This is the cmap callback. Note the variant_selector: it supports new cmap14 tables. For older clients, they can ignore that argument and do the mapping. We probably will implement support for Unicode cmaps internally, but chain to this function for missing-glyphs or if no suitable cmap was found. That has three advantages:

- Pango etc can pass whatever code they want for missing glyphs, to use later to draw hexbox,

- Pango, through fontconfig, knows how to handle non-Unicode cmaps, so that will continue to work,

- For non-SFNT fonts, HarfBuzz should happily sit back and make things work still, this is how that will work.


typedef hb_bool_t
(*hb_font_get_contour_point_func_t) (hb_font_t *font, hb_face_t *face,
                                     const void *user_data,
                                     hb_codepoint_t glyph,
                                     hb_position_t *x, hb_position_t *y);

Needed for complex GPOS positioning. Pango never did this before. Pretty straightforward, just need to make it clear the space that the positions are returned in. I'll discuss that in the next section.


typedef void
(*hb_font_get_glyph_metrics_func_t) (hb_font_t *font, hb_face_t *face, const
                                     void *user_data, hb_codepoint_t glyph,
                                     hb_glyph_metrics_t *metrics);

This one is a bit more tricky. Technically we just need the advance width. The rest of the metrics are only used for fallback mark positioning. So maybe I should split this in a get_glyph_advance and a full get_glyph_metrics one. Current HarfBuzz has a single call to get advance width of multiple glyphs. If that kind of optimization deems necessary in the future, we can add a callback to take an entire buffer and set the advances.

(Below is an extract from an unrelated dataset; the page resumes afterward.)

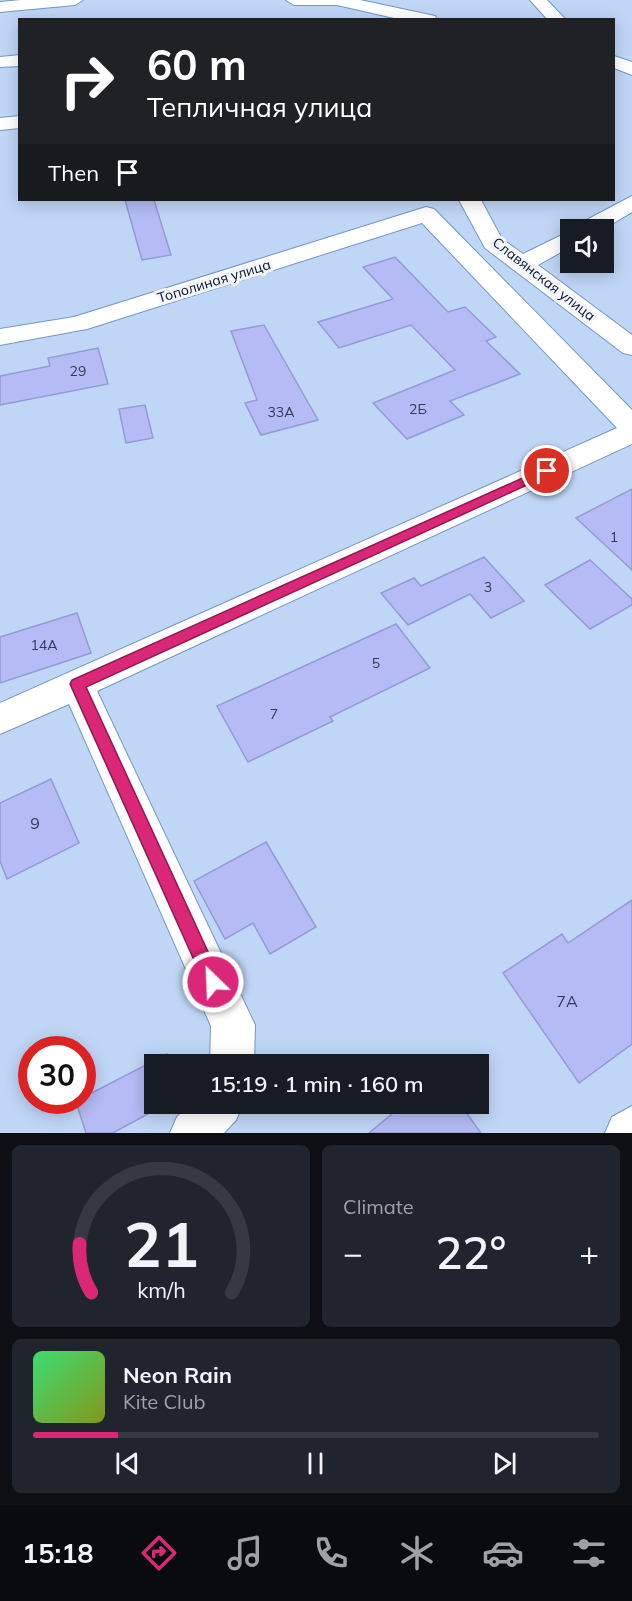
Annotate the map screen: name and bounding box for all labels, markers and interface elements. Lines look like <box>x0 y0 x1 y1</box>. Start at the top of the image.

There are more issues here though:

1) The metrics struct most probably should be public. However, in the future I like to use bearing-deltas to improve positioning. A transparent struct doesn't help in those situations. Not sure what the alternatives are.

2) It's not exactly clear how to deal with vertical fonts. One way would be to assume that if buffer direction is vertical, then the font already knows that and returns the vertical metrics. That's not a completely off assumption, though that may not be how win32 fonts work?


typedef hb_position_t
(*hb_font_get_kerning_func_t) (hb_font_t *font, hb_face_t *face,
                               const void *user_data,
                               hb_codepoint_t first_glyph,
                               hb_codepoint_t second_glyph);

Again, most probably we will read 'kern' table internally anyway, but this can be used for fallback with non-SFNT fonts. You can even pass, say, SVG fonts through HarfBuzz such that the higher level just deals with one API.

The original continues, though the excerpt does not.